Я было хотела поинтересоваться: «Почему?», но меня лишили этой возможности.
– Лилия, можешь быть свободна, – распорядился Орлов по-хозяйски. – Прошу к столу, Миледи, – обратился он уже ко мне.
Повторять приглашение не пришлось. С постели меня словно ветром сдуло! Одно мгновение – и я стояла у стола перед «своим» креслом.
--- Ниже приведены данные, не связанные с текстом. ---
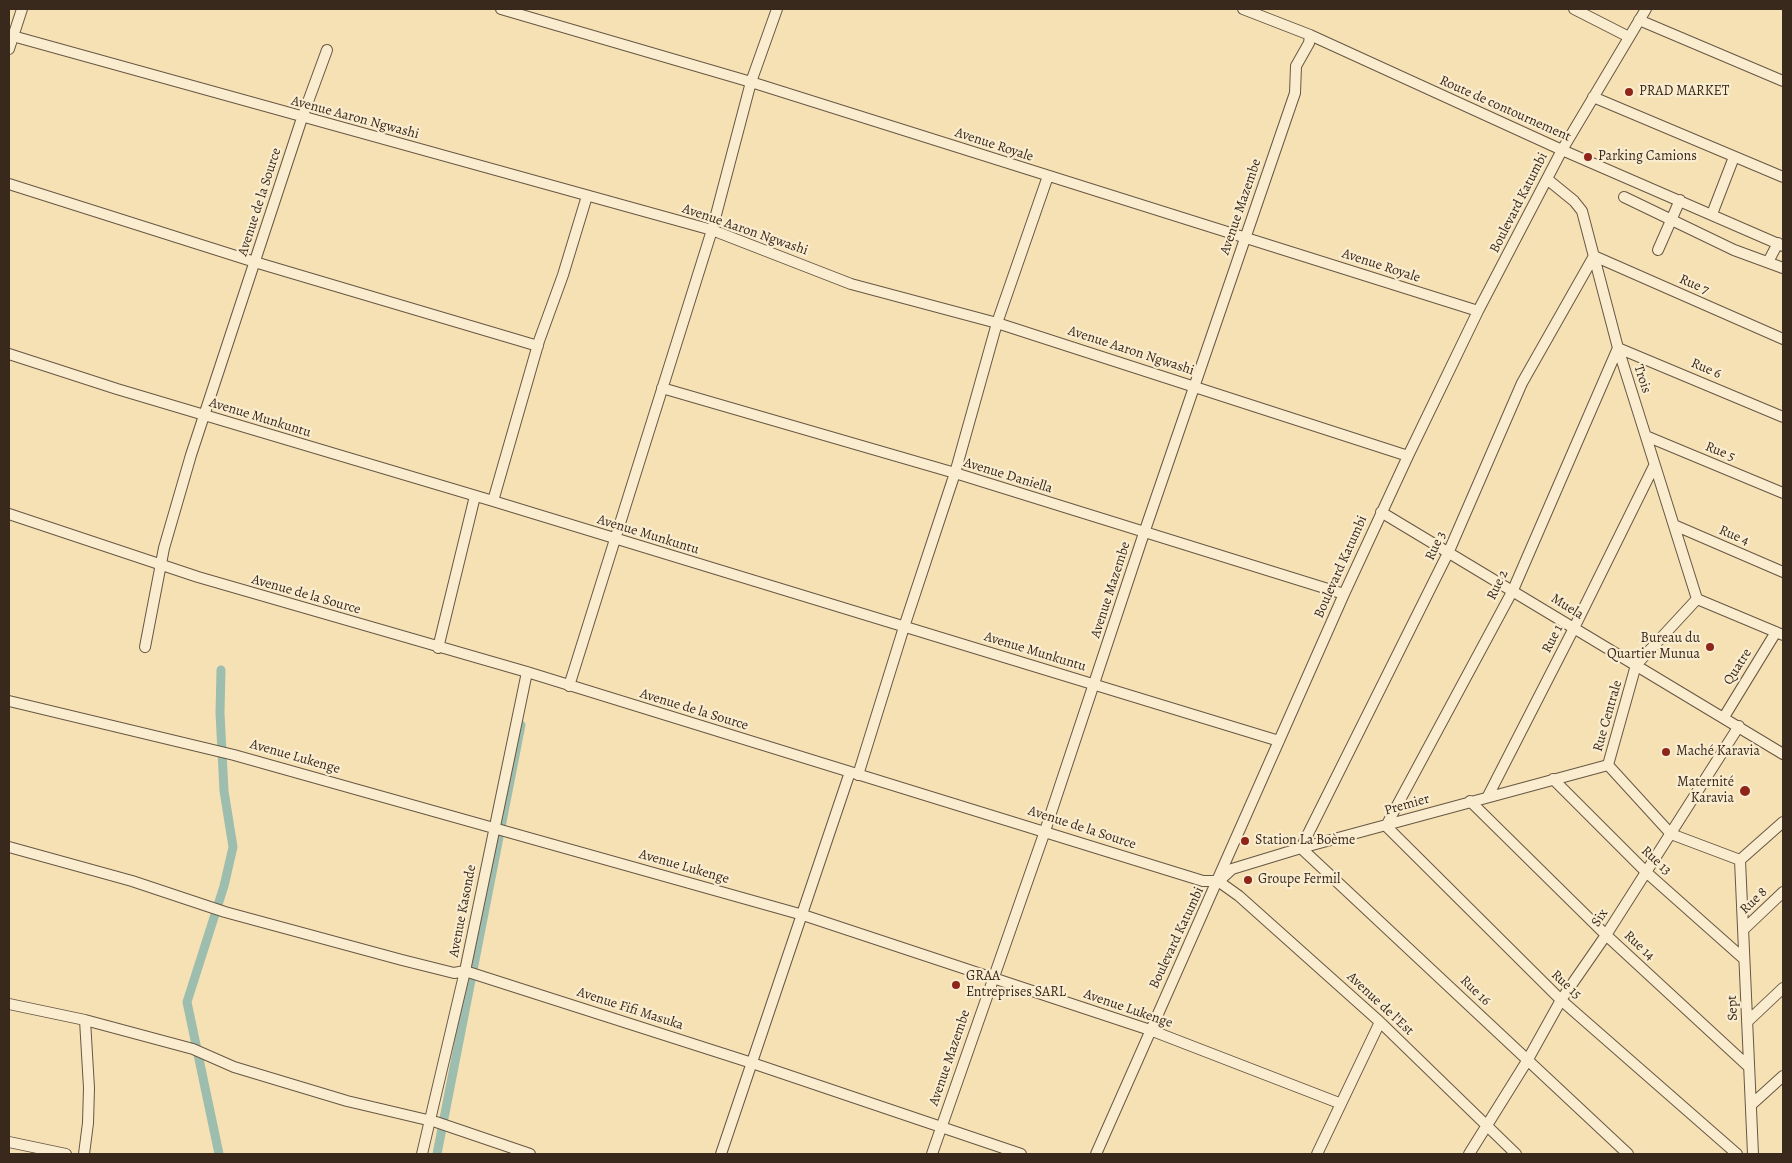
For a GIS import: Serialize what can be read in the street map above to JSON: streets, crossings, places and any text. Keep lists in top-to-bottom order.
{
  "streets": {
    "street": [
      "Route de contournement",
      "Avenue Aaron Ngwashi",
      "Avenue Royale",
      "Avenue de la Source",
      "Boulevard Katumbi",
      "Avenue Mazembe",
      "Rue 7",
      "Rue 6",
      "Trois",
      "Avenue Munkuntu",
      "Rue 5",
      "Avenue Daniella",
      "Rue 4",
      "Rue 3",
      "Rue 2",
      "Muela",
      "Rue 1",
      "Quatre",
      "Rue Centrale",
      "Avenue Lukenge",
      "Premier",
      "Rue 13",
      "Rue 8",
      "Avenue Kasonde",
      "Six",
      "Rue 14",
      "Rue 15",
      "Rue 16",
      "Avenue de l'Est",
      "Sept",
      "Avenue Fifi Masuka"
    ]
  },
  "crossings": [
    ["Route de contournement", "Boulevard Katumbi"],
    ["Route de contournement", "Avenue Mazembe"],
    ["Avenue Aaron Ngwashi", "Avenue de la Source"],
    ["Avenue Aaron Ngwashi", "Boulevard Katumbi"],
    ["Avenue Aaron Ngwashi", "Avenue Mazembe"],
    ["Avenue Royale", "Boulevard Katumbi"],
    ["Avenue Royale", "Avenue Mazembe"],
    ["Avenue de la Source", "Boulevard Katumbi"],
    ["Avenue de la Source", "Avenue Mazembe"],
    ["Avenue de la Source", "Avenue Munkuntu"],
    ["Avenue de la Source", "Premier"],
    ["Avenue de la Source", "Avenue Kasonde"],
    ["Avenue de la Source", "Avenue de l'Est"],
    ["Boulevard Katumbi", "Trois"],
    ["Boulevard Katumbi", "Avenue Munkuntu"],
    ["Boulevard Katumbi", "Avenue Daniella"],
    ["Boulevard Katumbi", "Muela"],
    ["Boulevard Katumbi", "Avenue Lukenge"],
    ["Boulevard Katumbi", "Premier"],
    ["Boulevard Katumbi", "Avenue de l'Est"],
    ["Avenue Mazembe", "Avenue Munkuntu"],
    ["Avenue Mazembe", "Avenue Daniella"],
    ["Avenue Mazembe", "Avenue Lukenge"],
    ["Avenue Mazembe", "Avenue Fifi Masuka"],
    ["Rue 7", "Trois"],
    ["Rue 7", "Rue 3"],
    ["Rue 6", "Trois"],
    ["Rue 6", "Rue 2"],
    ["Trois", "Rue 5"],
    ["Trois", "Rue 4"],
    ["Trois", "Rue 3"],
    ["Trois", "Rue 2"],
    ["Trois", "Rue 1"],
    ["Trois", "Rue Centrale"],
    ["Rue 3", "Muela"],
    ["Rue 3", "Premier"],
    ["Rue 3", "Rue 16"],
    ["Rue 2", "Muela"],
    ["Rue 2", "Premier"],
    ["Rue 2", "Rue 15"],
    ["Muela", "Rue 1"],
    ["Muela", "Quatre"],
    ["Muela", "Rue Centrale"],
    ["Muela", "Six"],
    ["Rue 1", "Premier"],
    ["Rue Centrale", "Premier"],
    ["Rue Centrale", "Six"],
    ["Rue Centrale", "Sept"],
    ["Avenue Lukenge", "Avenue Kasonde"],
    ["Premier", "Rue 13"],
    ["Premier", "Rue 14"],
    ["Premier", "Rue 15"],
    ["Premier", "Rue 16"],
    ["Premier", "Avenue de l'Est"],
    ["Rue 13", "Six"],
    ["Rue 13", "Sept"],
    ["Rue 8", "Sept"],
    ["Avenue Kasonde", "Avenue Fifi Masuka"],
    ["Six", "Rue 14"],
    ["Six", "Rue 15"],
    ["Six", "Rue 16"],
    ["Six", "Avenue de l'Est"],
    ["Rue 14", "Sept"]
  ],
  "places": [
    "PRAD MARKET",
    "Parking Camions",
    "Bureau du Quartier Munua",
    "Maché Karavia",
    "Maternité Karavia",
    "Station La Boème",
    "Groupe Fermil",
    "GRAA Entreprises SARL"
  ]
}
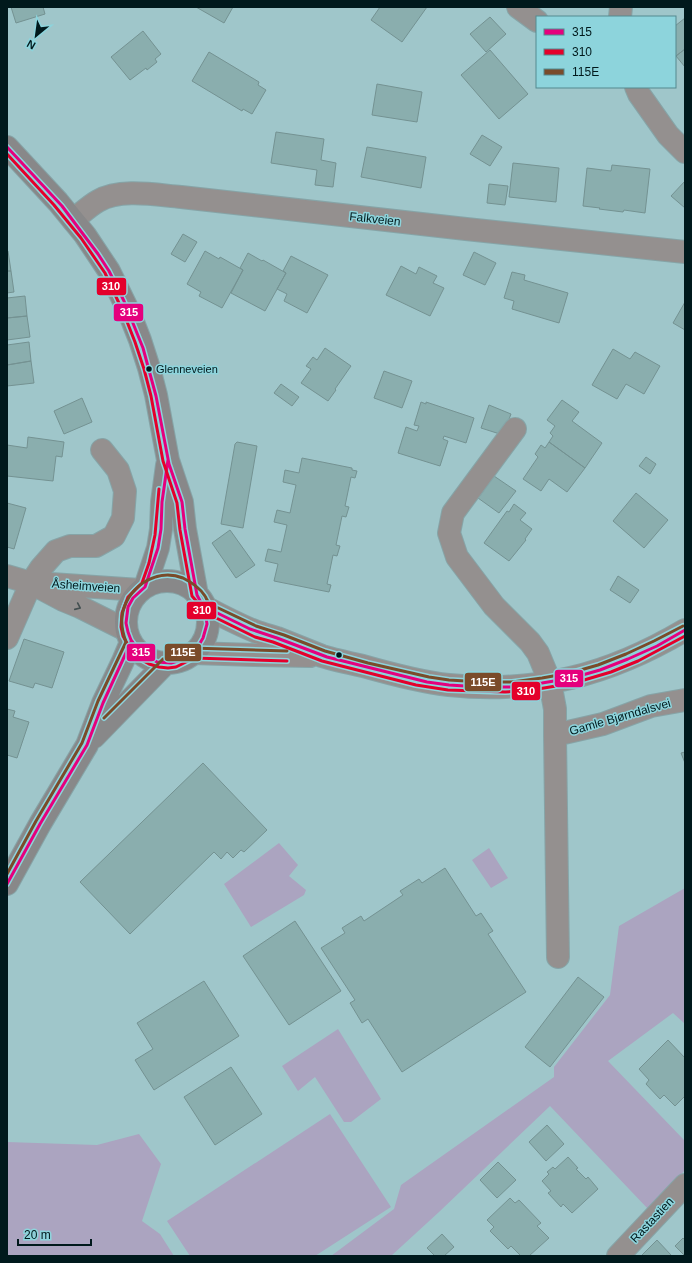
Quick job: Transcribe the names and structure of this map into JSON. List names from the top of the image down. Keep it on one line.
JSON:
{"streets":{"street":["Falkveien","Åsheimveien","Gamle Bjørndalsvei","Rastastien"]},"one_way":["Åsheimveien"],"places":["Glenneveien"],"lines":["transit line 315","transit line 310","transit line 115E"],"legend":["315","310","115E"],"scale_bar":"20 m","north":"bottom left"}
Стояла и наблюдала, как, опустив крышку ноута, мой сотрапезник оставил его на ещё одной тумбочке, неизвестно, откуда взявшейся в номере. Прикатив свое кресло к обеденному столу, он подошел к моему и галантно помог в него усесться. Только после этого Кирилл Андреевич занял свое место и убрал крышку с блюда, на котором красовался огромный стейк из говядины средней прожарки с ломтиками запеченного картофеля и овощами, разложенными вокруг него.
Я с наслаждением вдохнула аромат вкусностей, скрытых на моем блюде под металлическим кавером. Густой, чуть терпкий запах специй показался мне смутно знакомым. Но где и когда я ощущала его раньше, моя натруженная память оживлять отказывалась. Я осторожно оторвала от блюда переливающийся сталью конус и впала в ступор…
Ярко-красными глазками—бусинками с блюда на меня «смотрели» медальоны из говядины под брусничным соусом. С овощным гарниром. Их так же, как когда-то было ровно пять штук… И были они один в один похожи на те, которые я много лет назад с удовольствием помогала «натыкивать чесночком». И с превеликим аппетитом поедала их с пылу с жару, нагулявшись на свежем морозном воздухе у берегов Енисея.
«Это твоя норма, малышка!» – в голове раздался добрый, тихий голос из моего далекого детства. Голос этот никогда не звучал по-русски. Всегда – на одном странном диалекте. На наречии, которое когда-то я вынуждена была научиться понимать…
Те медальоны были – пальчики оближешь! И я всегда съедала их все до последнего кусочка, сидя за широким столом в кругу людей, на полгода заменивших мне семью. Перед глазами, как по команде, поплыли их далекие образы. Лица эти настолько плохо сохранились в памяти, что казались очень слабо «прорисованными», едва различимыми. Я попыталась «прорисовать» их четче, постаравшись «переместиться» в то время, и даже увидела, как мы с одной девчонкой рассекаем на коньках по крепкому Енисейскому льду.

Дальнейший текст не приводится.